Along with airborne droplets, the dust method of transmission of bacterial infections is quite common. While some bacteria cannot exist for a long time outside a living organism, being suspended in the air, others quickly find a "refuge" in layers of dust on furniture, walls, etc. This route of transmission is characteristic of scarlet fever, diphtheria, tuberculosis, salmonellosis.

Step 3

Contact-household is the method of transmission of infection in which everyday objects are involved: books, dishes, telephones, etc. They act as temporary carriers of infectious agents, so a person who uses a mug from which the patient previously drank can instantly become infected. In this way, dysentery, scarlet fever, tuberculosis, helminthiasis and diphtheria are transmitted. Most often, children are infected by putting their hands in their mouths after touching various objects with them. And the pathogens of the well-known tetanus hide in layers of contaminated soil.

Step 4

In the alimentary (fecal-oral) method, contaminated water, milk and meat of sick animals are directly involved. Water in shallow lakes and bodies of water is often contaminated through wastewater, which carries the excreta of sick people and animals, and with it pathogens such as cholera, typhoid fever and bacterial dysentery.

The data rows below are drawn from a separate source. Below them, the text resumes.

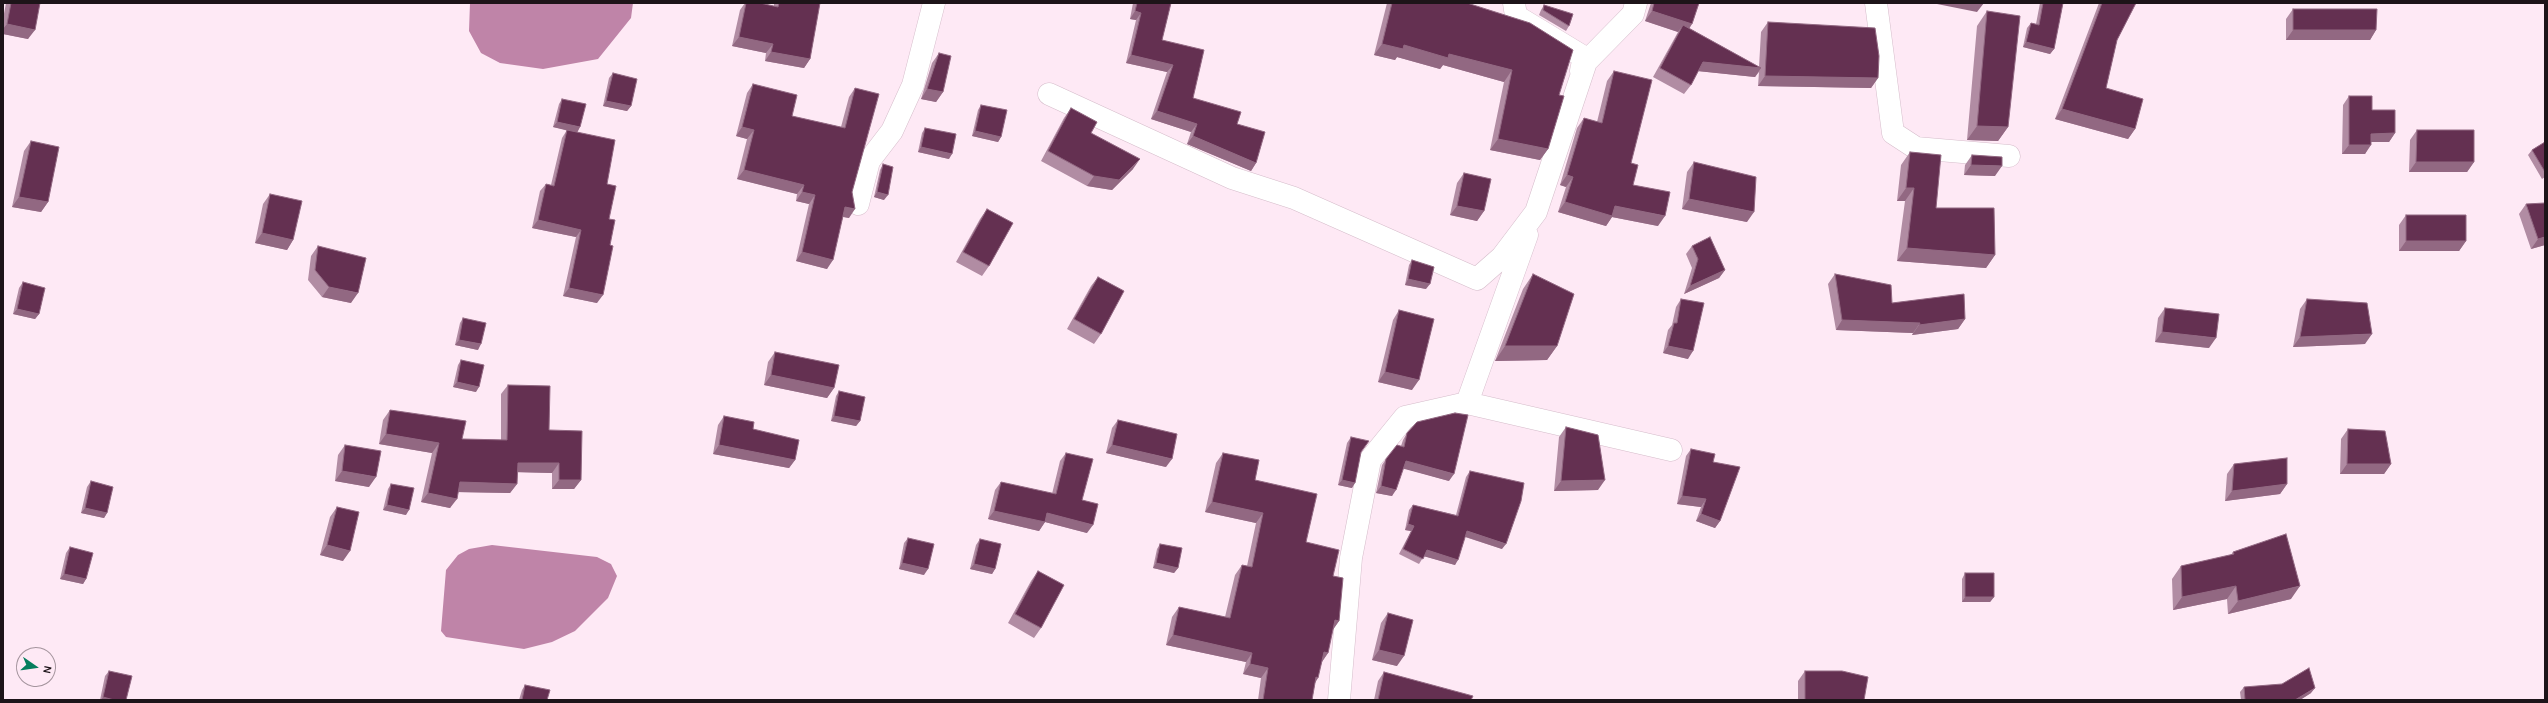 <!DOCTYPE html>
<html>
<head>
<meta charset="utf-8">
<style>
	body { margin:0 }
	#map { position:relative; width:2548px; height:703px; overflow:hidden; background:#fee9f5; font-family:Karla,sans-serif }
	canvas { display:block }
	.frame { position:absolute; inset:0; border:4px solid #1d1419; pointer-events:none }
	.north { position:absolute; left:16px; top:647px; width:40px; height:40px; box-sizing:border-box; background:#fee9f5; border:1px solid #a4949d; border-radius:50%; rotate:103deg; font-size:11px; font-weight:700; line-height:16px; text-align:center; color:#1d1419 }
	.north::after { content:''; display:block; margin:auto; width:14px; height:18px; background:#057e5d; clip-path:polygon(50% 0,100% 100%,50% 72%,0 100%) }
</style>
</head>
<body>
<div id="map">
<canvas width="2548" height="703"></canvas>
<div class="frame"></div>
<div class="north">N</div>
</div>
<script>
const ctx = document.querySelector('canvas').getContext('2d');
ctx.lineJoin = 'round';
function fill(path, color) {
  ctx.fillStyle = color;
  ctx.fill(path, 'evenodd');
}
function toPath(rows) {
  const path = new Path2D();
  for (const r of rows) {
    path.moveTo(r[0], r[1]);
    for (let i = 2; i < r.length; i += 2) path.lineTo(r[i], r[i + 1]);
  }
  return path;
}
function strokePath(path, color, width, dash) {
  ctx.strokeStyle = color;
  ctx.lineWidth = width;
  ctx.lineCap = dash ? 'butt' : 'round';
  ctx.setLineDash(dash || []);
  ctx.stroke(path);
}
const water = toPath([
	[470,3,633,3,631,18,598,59,543,69,500,63,481,53,469,31],
	[492,545,597,557,611,564,617,576,608,598,575,631,552,642,524,649,446,637,441,631,446,570,458,555,469,549]
]);
const minor = toPath([
	[1876,3,1893,133,1916,148,2009,156],
	[1581,71,1582,66,1633,14,1636,3],
	[1049,94,1232,178,1294,198,1477,279,1502,257,1536,212,1587,59,1516,16,1514,3],
	[858,204,869,161,892,131,913,85,934,3],
	[1467,403,1527,235],
	[1339,700,1351,558,1370,460,1405,417,1467,403,1671,450]
]);
const wall = toPath([
	[6,3,40,3,28,39,3,34,3,19],
	[745,3,760,3,774,6,774,3,820,3,810,59,804,68,765,61,766,53,732,46,740,10],
	[1133,3,1171,3,1162,40,1193,98,1237,124,1256,163,1251,171,1187,144,1191,132,1151,119,1167,72,1126,63,1136,20,1130,19],
	[1387,3,1467,3,1559,95,1548,149,1540,160,1490,150,1504,82,1443,65,1440,69,1397,57,1395,60,1374,55],
	[1651,3,1699,3,1689,28,1759,67,1761,32,1768,22,1878,78,1871,88,1758,86,1759,72,1755,77,1698,71,1691,85,1684,94,1653,77,1678,32,1645,21],
	[2040,3,2063,3,2054,49,2050,54,2023,47,2027,28,2031,23,2036,24],
	[2099,3,2136,3,2117,40,2106,88,2135,129,2128,139,2055,119],
	[1544,5,1569,26,1566,31,1539,15,1541,10],
	[2293,9,2376,30,2370,40,2286,40,2286,19],
	[1987,11,2008,127,1998,141,1967,140,1977,26],
	[939,53,943,92,936,102,921,99,932,63],
	[1614,71,1631,163,1633,185,1658,226,1612,217,1606,226,1558,212,1566,187,1560,185,1577,128,1584,118,1597,122,1607,81],
	[613,73,631,106,627,111,603,106,609,78],
	[753,84,792,116,841,127,849,97,855,88,852,192,849,218,843,217,827,269,796,261,809,204,796,201,797,194,737,179,747,139,736,136,747,93],
	[2349,96,2372,110,2395,133,2389,142,2371,142,2365,154,2342,154,2343,105],
	[562,99,577,132,607,184,609,219,597,303,563,296,576,237,532,228,540,191,546,184,551,185,562,138,567,130,553,127,559,104],
	[981,105,1001,137,998,142,972,136,978,110],
	[1071,108,1091,133,1133,169,1112,190,1087,186,1041,161,1064,118],
	[925,128,949,159,918,152,922,133],
	[2417,130,2474,162,2467,172,2409,172,2410,140],
	[31,141,48,202,41,212,12,207,24,151],
	[2545,142,2545,177,2542,179,2528,155,2532,150],
	[1910,152,1936,208,1995,255,1986,268,1897,261,1905,201,1897,201,1901,165],
	[1972,155,1995,176,1964,175,1965,165],
	[1694,162,1747,222,1682,209,1687,172],
	[883,164,884,200,874,197,880,170],
	[1464,173,1484,211,1477,221,1450,215,1457,183],
	[270,194,293,240,287,250,255,243,263,204],
	[2526,204,2545,245,2531,249,2519,214],
	[987,209,989,266,982,276,956,262,980,219],
	[2406,215,2466,241,2459,251,2399,251,2399,225],
	[318,246,351,303,322,297,308,280,311,256],
	[1692,246,1725,270,1719,278,1684,294,1692,268,1686,254],
	[1412,260,1426,289,1405,285,1409,265],
	[1533,274,1557,346,1547,360,1495,361,1523,289],
	[1835,274,1892,303,1965,319,1958,329,1912,335,1913,333,1836,330,1828,284],
	[1098,277,1101,334,1094,344,1067,329,1091,286],
	[23,282,39,314,35,319,13,314,19,288],
	[1681,299,1688,359,1663,353,1668,330,1672,325,1676,307],
	[2307,299,2365,344,2293,347,2300,309],
	[2165,308,2209,348,2155,342,2158,318],
	[1399,310,1412,390,1378,382,1393,320],
	[463,318,478,350,455,345,460,323],
	[775,352,834,388,827,398,764,385,768,362],
	[461,360,476,392,453,387,458,365],
	[508,385,549,430,581,480,574,489,552,489,552,473,517,472,517,484,510,493,458,492,450,508,421,502,432,453,379,444,383,420,390,410,462,439,501,440,501,394],
	[839,391,860,421,856,426,831,421,836,396],
	[724,416,753,429,795,460,789,468,713,454,718,425],
	[1118,420,1166,467,1106,453,1112,428],
	[1566,427,1598,490,1554,491,1559,437],
	[2348,429,2391,464,2384,474,2340,474,2341,439],
	[1407,433,1449,481,1403,468,1392,496,1376,493,1382,465,1386,459,1401,446,1403,440],
	[1351,437,1361,452,1352,488,1338,485,1347,443],
	[345,445,369,487,335,481,338,455],
	[1691,449,1713,462,1720,521,1715,528,1696,521,1701,507,1677,504,1686,456],
	[1066,453,1082,500,1087,533,1045,522,1039,531,988,519,995,490,1001,482,1052,494,1060,461],
	[1223,453,1255,480,1333,576,1339,621,1332,631,1328,653,1322,662,1315,683,1312,700,1258,700,1261,678,1243,674,1246,662,1166,645,1172,617,1179,607,1225,617,1235,575,1242,565,1247,566,1256,523,1205,512,1216,463],
	[2234,464,2287,484,2280,494,2225,501,2227,474],
	[1470,471,1502,549,1465,537,1455,565,1424,556,1419,564,1399,554,1411,531,1405,530,1409,510,1413,505,1456,515,1466,477],
	[91,481,107,513,104,518,81,513,87,487],
	[391,484,406,515,383,510,388,489],
	[337,507,343,561,320,555,330,517],
	[908,538,924,575,899,569,904,543],
	[980,539,995,569,992,574,970,569,976,545],
	[1160,544,1178,568,1174,573,1153,568,1157,549],
	[70,547,86,579,83,584,60,579,66,553],
	[2233,552,2291,599,2228,614,2227,599,2173,610,2172,579,2181,566,2231,555],
	[1038,571,1041,628,1034,638,1008,623,1031,581],
	[1965,573,1994,597,1990,602,1962,602,1962,579],
	[1388,613,1397,666,1372,660,1381,623],
	[109,671,126,700,100,700,105,676],
	[1805,671,1864,700,1798,700,1798,681],
	[1384,672,1471,700,1374,700,1378,681],
	[525,685,547,700,519,700,522,690],
	[2244,687,2311,693,2300,700,2241,700,2240,692]
]);
const shadedWall = toPath([
	[1932,3,1984,3,1977,12],
	[1135,11,1141,13,1136,20,1130,19],
	[1652,11,1692,24,1686,34,1683,25,1678,32,1645,21],
	[7,24,35,30,28,39,3,34,3,29],
	[2293,30,2376,30,2370,40,2286,40],
	[739,37,773,44,766,53,732,46],
	[2026,42,2054,49,2050,54,2023,47],
	[1382,44,1404,45,1449,54,1512,70,1504,82,1443,65,1440,69,1397,57,1395,60,1374,55],
	[771,52,810,59,804,68,765,61],
	[1131,55,1173,65,1167,72,1126,63],
	[1703,62,1761,68,1755,77,1697,71],
	[1765,76,1878,78,1871,88,1758,86],
	[927,89,943,92,936,102,921,99],
	[606,101,631,106,627,111,603,106],
	[2062,109,2135,129,2128,139,2055,119],
	[1157,111,1197,124,1191,132,1151,119],
	[557,122,580,127,577,133,553,127],
	[1977,126,2008,127,1998,141,1967,140],
	[742,127,754,130,747,139,736,136],
	[975,131,1001,137,998,142,972,136],
	[2395,133,2389,142,2365,142,2371,134],
	[1193,136,1256,163,1251,171,1187,144],
	[1498,139,1548,149,1540,160,1490,150],
	[2349,145,2371,145,2365,154,2342,154],
	[921,147,952,154,949,159,918,152],
	[1140,159,1133,169,1112,190,1087,186,1094,176],
	[2416,162,2474,162,2467,172,2409,172],
	[1971,165,2002,166,1995,176,1964,175],
	[744,170,804,185,797,194,737,179],
	[1567,175,1573,177,1566,187,1560,185],
	[1906,188,1914,188,1905,201,1897,201],
	[802,192,815,195,809,204,796,201],
	[877,192,888,195,884,200,874,197],
	[19,197,48,202,41,212,12,207],
	[1689,199,1754,212,1747,222,1682,209],
	[1565,202,1615,206,1665,216,1658,226,1612,217,1606,226,1558,212],
	[1457,206,1484,211,1477,221,1450,215],
	[845,207,855,209,849,218,839,216],
	[538,220,581,230,576,237,532,228],
	[262,233,293,240,287,250,255,243],
	[2545,237,2545,245,2531,249,2538,239],
	[2406,241,2466,241,2459,251,2399,251],
	[1907,248,1995,255,1986,268,1897,261],
	[802,252,833,260,827,269,796,261],
	[1725,270,1719,278,1684,294,1690,286],
	[1408,279,1430,284,1426,289,1405,285],
	[329,287,358,293,351,303,322,297],
	[569,288,603,295,597,303,563,296],
	[17,309,39,314,35,319,13,314],
	[1965,319,1958,329,1912,335,1919,325],
	[1842,320,1920,323,1913,333,1836,330],
	[2162,332,2216,338,2209,348,2155,342],
	[2372,334,2365,344,2293,347,2300,337],
	[459,340,481,344,478,350,455,345],
	[1505,346,1557,346,1547,360,1495,361],
	[1668,346,1693,351,1688,359,1663,353],
	[1385,372,1419,380,1412,390,1378,382],
	[771,375,834,388,827,398,764,385],
	[457,382,479,387,476,392,453,387],
	[834,416,860,421,856,426,831,421],
	[386,434,439,443,432,453,379,444],
	[719,445,795,460,789,468,713,454],
	[1112,445,1172,459,1166,467,1106,453],
	[1406,461,1454,474,1449,481,1401,468],
	[518,463,559,463,552,473,511,472],
	[2347,464,2391,464,2384,474,2340,474],
	[342,471,376,477,369,487,335,481],
	[559,480,581,480,574,489,552,489],
	[1342,480,1355,483,1352,488,1338,485],
	[1605,480,1598,490,1554,491,1561,481],
	[460,482,517,484,510,493,454,492],
	[2287,484,2280,494,2225,501,2232,491],
	[1381,486,1396,490,1392,496,1376,493],
	[428,493,457,499,450,508,421,502],
	[1682,496,1706,499,1701,507,1677,504],
	[1212,502,1263,513,1256,523,1205,512],
	[387,505,409,510,406,515,383,510],
	[85,508,107,513,104,518,81,513],
	[994,511,1047,513,1093,525,1087,533,1045,522,1039,531,988,519],
	[1701,514,1720,521,1715,528,1696,521],
	[1408,524,1414,526,1411,531,1405,530],
	[1467,531,1506,544,1502,549,1463,536],
	[327,545,350,551,343,561,320,555],
	[1427,550,1458,560,1455,565,1423,556],
	[902,563,928,569,924,575,899,569],
	[1156,563,1178,568,1174,573,1153,568],
	[974,564,995,569,992,574,970,569],
	[64,574,86,579,83,584,60,579],
	[2236,586,2227,599,2173,610,2182,597],
	[2300,586,2291,599,2228,614,2238,601],
	[1965,597,1994,597,1990,602,1962,602],
	[1335,620,1339,621,1332,631],
	[1173,635,1252,653,1246,662,1166,645],
	[1379,650,1404,656,1397,666,1372,660],
	[1324,652,1328,653,1321,663],
	[1250,664,1268,668,1261,678,1243,674],
	[1316,677,1318,678,1312,688],
	[2315,688,2311,693,2300,700,2295,700],
	[103,697,114,700,101,700]
]);
const building = toPath([
	[11,3,40,3,35,30,7,24,11,3],
	[746,3,760,3,778,7,779,3,820,3,810,59,771,52,773,44,739,37,746,3],
	[1137,3,1171,3,1162,40,1204,50,1193,98,1241,112,1237,124,1265,132,1256,163,1193,136,1197,124,1157,111,1173,65,1131,55,1141,13,1135,11,1137,3],
	[1392,3,1467,3,1530,23,1573,50,1559,95,1564,96,1548,149,1498,139,1512,70,1449,54,1448,58,1404,45,1403,49,1382,44,1392,3],
	[1654,3,1699,3,1692,24,1652,11,1654,3],
	[2043,3,2063,3,2054,49,2026,42,2031,23,2039,25,2043,3],
	[2102,3,2136,3,2117,40,2106,88,2143,99,2135,129,2062,109,2102,3],
	[1544,5,1573,14,1569,26,1543,10,1544,5],
	[2293,9,2377,9,2376,30,2293,30,2293,9],
	[1987,11,2020,16,2008,127,1977,126,1987,11],
	[1768,22,1875,28,1879,56,1878,78,1765,76,1768,22],
	[1683,25,1761,68,1703,62,1691,85,1660,68,1683,25],
	[939,53,951,56,943,92,927,89,939,53],
	[1614,71,1652,80,1631,163,1638,165,1633,185,1670,192,1665,216,1615,206,1612,216,1565,202,1573,177,1567,175,1584,118,1602,123,1614,71],
	[613,73,637,79,631,106,606,101,613,73],
	[753,84,797,95,792,116,845,128,855,88,879,94,852,192,855,209,845,207,833,260,802,252,815,195,802,192,804,185,744,170,754,130,742,127,753,84],
	[2349,96,2372,96,2372,110,2395,110,2395,133,2371,134,2371,145,2349,145,2349,96],
	[562,99,586,104,580,127,557,122,562,99],
	[981,105,1007,110,1001,137,975,131,981,105],
	[1071,108,1097,122,1091,133,1140,159,1119,180,1094,176,1048,151,1071,108],
	[925,128,956,134,952,154,921,147,925,128],
	[567,130,615,140,607,184,616,186,609,219,615,220,610,245,613,246,603,295,569,288,581,230,538,220,546,184,554,186,567,130],
	[2417,130,2474,130,2474,162,2416,162,2417,130],
	[31,141,59,147,48,202,19,197,31,141],
	[2545,142,2545,172,2532,150,2545,142],
	[1910,152,1941,155,1936,208,1994,208,1995,255,1907,248,1914,188,1906,188,1910,152],
	[1972,155,2002,157,2002,166,1971,165,1972,155],
	[1694,162,1756,177,1754,212,1689,199,1694,162],
	[883,164,893,167,888,195,877,192,883,164],
	[1464,173,1491,179,1484,211,1457,206,1464,173],
	[270,194,302,201,293,240,262,233,270,194],
	[2545,203,2545,237,2538,239,2526,204,2545,203],
	[987,209,1013,223,989,266,963,252,987,209],
	[2406,215,2466,215,2466,241,2406,241,2406,215],
	[1710,237,1725,270,1690,286,1698,259,1692,246,1710,237],
	[318,246,366,258,358,293,329,287,315,270,318,246],
	[1412,260,1434,267,1430,284,1408,279,1412,260],
	[1533,274,1574,294,1557,346,1505,346,1533,274],
	[1835,274,1891,285,1892,303,1964,294,1965,319,1919,325,1920,323,1842,320,1835,274],
	[1098,277,1124,291,1101,334,1074,319,1098,277],
	[23,282,45,288,39,314,17,309,23,282],
	[1681,299,1704,303,1693,351,1668,346,1674,323,1677,323,1681,299],
	[2307,299,2367,303,2372,334,2300,337,2307,299],
	[2165,308,2219,314,2216,338,2162,332,2165,308],
	[1399,310,1434,319,1419,380,1385,372,1399,310],
	[463,318,486,323,481,344,459,340,463,318],
	[775,352,839,365,834,388,771,375,775,352],
	[461,360,484,365,479,387,457,382,461,360],
	[508,385,550,386,549,430,582,431,581,480,559,480,559,463,518,463,517,484,460,482,457,499,428,493,439,443,386,434,390,410,466,421,462,439,507,440,508,385],
	[839,391,865,397,860,421,834,416,839,391],
	[1455,413,1468,415,1454,474,1406,461,1396,490,1381,486,1386,459,1397,445,1404,447,1407,433,1417,422,1455,413],
	[724,416,754,422,753,429,799,440,795,460,719,445,724,416],
	[1118,420,1177,434,1172,459,1112,445,1118,420],
	[1566,427,1598,435,1605,480,1561,481,1566,427],
	[2348,429,2385,431,2391,464,2347,464,2348,429],
	[1351,437,1369,441,1361,452,1355,483,1342,480,1351,437],
	[345,445,381,451,376,477,342,471,345,445],
	[1691,449,1715,454,1713,462,1740,467,1720,521,1701,514,1706,499,1682,496,1691,449],
	[1066,453,1093,459,1082,500,1098,504,1093,525,1047,513,1045,522,994,511,1001,482,1056,494,1066,453],
	[1223,453,1259,460,1255,480,1317,494,1306,542,1339,550,1333,576,1343,578,1339,621,1335,620,1328,653,1324,652,1318,678,1316,677,1312,700,1263,700,1268,668,1250,664,1252,653,1173,635,1179,607,1230,618,1242,565,1252,567,1263,513,1212,502,1223,453],
	[2287,458,2287,484,2232,491,2234,464,2287,458],
	[1470,471,1524,483,1521,501,1506,544,1467,531,1458,560,1427,550,1423,559,1403,549,1414,526,1408,524,1413,505,1458,516,1470,471],
	[91,481,113,487,107,513,85,508,91,481],
	[391,484,414,488,409,510,387,505,391,484],
	[337,507,359,512,350,551,327,545,337,507],
	[2286,534,2300,586,2238,601,2236,586,2182,597,2181,566,2234,554,2233,552,2286,534],
	[908,538,934,544,928,569,902,563,908,538],
	[980,539,1001,544,995,569,974,564,980,539],
	[1160,544,1182,548,1178,568,1156,563,1160,544],
	[70,547,93,553,86,579,64,574,70,547],
	[1038,571,1064,585,1041,628,1015,614,1038,571],
	[1965,573,1994,573,1994,597,1965,597,1965,573],
	[1388,613,1413,620,1404,656,1379,650,1388,613],
	[2309,668,2315,688,2295,700,2245,700,2244,687,2282,684,2309,668],
	[109,671,132,676,126,700,114,700,103,697,109,671],
	[1805,671,1842,671,1868,677,1864,700,1805,700,1805,671],
	[1384,672,1473,696,1471,700,1378,700,1384,672],
	[525,685,550,690,547,700,522,700,525,685]
]);
fill(water, '#bf84a8');
strokePath(minor, '#d5bcca', 23);
strokePath(minor, '#fff', 22);
fill(wall, '#b18ca3');
fill(shadedWall, '#926882');
fill(building, '#643051');
strokePath(building, '#926882', 1);
</script>
</body>
</html>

The meat of sick animals, which has not been subjected to sufficient heat treatment, is no less dangerous than contaminated water. Its use leads to infection with E. coli, dysentery, yersiniosis, scarlet fever.

Step 5

There is also a transplacental transmission of bacterial infections. The name speaks for itself: this method is typical for cases when the infection is transmitted from an infected woman to her fetus through the placenta. Transplacental transmission is typical for leptospirosis, syphilis, tuberculosis, streptococcal and staphylococcal infections. Infection of the fetus through the mother's placenta often turns into disastrous consequences: intrauterine death or the birth of a child with serious abnormalities.